Russia has developed the first vaccine offering “sustainable immunity” against the coronavirus, President Vladimir Putin announced Tuesday, reports AFP.
“This morning, for the first time in the world, a vaccine against the new coronavirus was registered” in Russia, he said during a televised video conference call with government ministers on Tuesday.
“One of my daughters had this vaccine. I think in this sense she took part in the experiment,” Putin said.
Russia has been pushing hard to quickly develop a coronavirus vaccine and said earlier this month it hoped to launch mass production within weeks and turn out “several million” doses per month by next year.
The World Health Organization last week urged Russia to follow established guidelines and go “through all the stages” necessary to develop a safe vaccine.
The pandemic has seen an unprecedented mobilisation of funding and research to rush through a vaccine that can protect billions of people worldwide.
The Russian leader noted that the first Russian COVID-19 vaccine forms stable cell and antibody immunity, reports TASS.
The Russian leader pointed out that "some people do not have any symptoms at all" after getting a vaccine shot.
Putin added that the vaccine, developed by Moscow's Gamaleya Institute, has proven efficient during tests and promises to offer "sustainable immunity" against the coronavirus.
"I would like to repeat that it has passed all the necessary tests,'' Putin said.
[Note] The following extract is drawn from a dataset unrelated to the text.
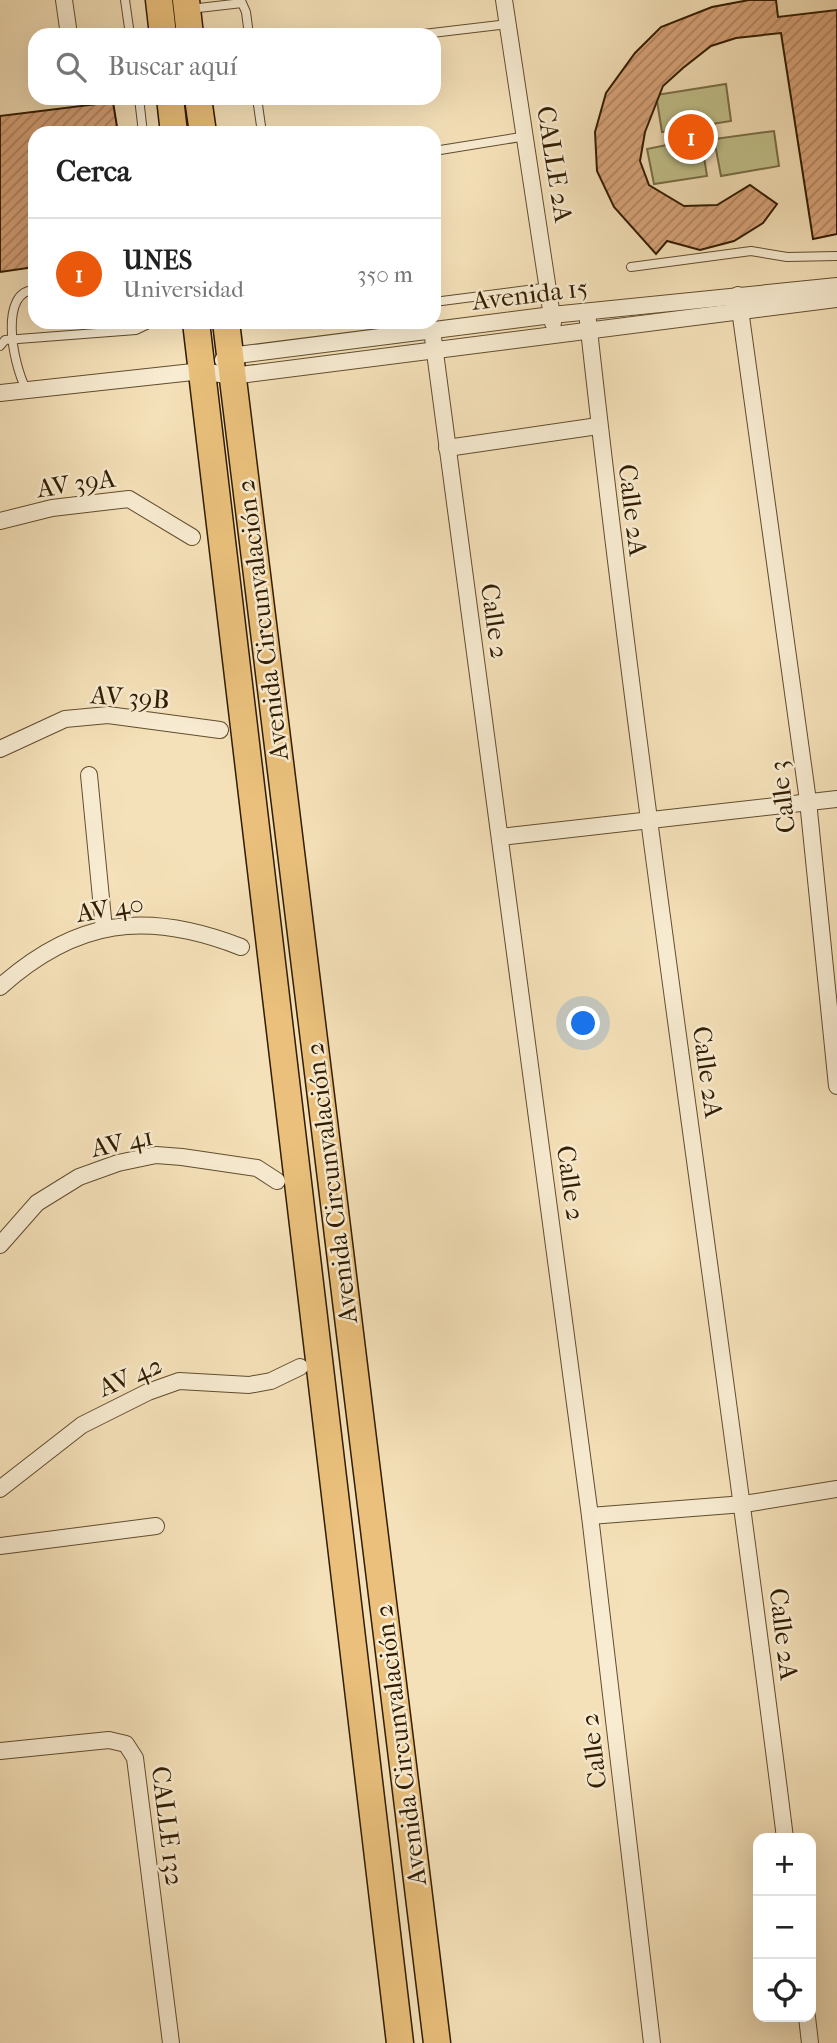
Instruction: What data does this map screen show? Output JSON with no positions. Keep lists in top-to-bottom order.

The most important thing is to ensure full safety of using the vaccine and its efficiency.
Earlier the Health Minister stated that clinical trials of the vaccine developed by the Gamaleya National Research Center for Epidemiology and Microbiology of the Russian Healthcare Ministry were over.
More than 100 possible vaccines are being developed around the world to try to stop the Covid-19 pandemic. At least four are in final Phase III human trials, according to WHO data, according to agencies.
The move paves the way for mass inoculation even as the final stages of clinical trials to test safety and efficacy continue.
The speed at which Russia is moving to roll out its vaccine highlights its determination to win the global race for an effective product but has stirred concerns that it may be putting national prestige before science and safety, reports Reuters.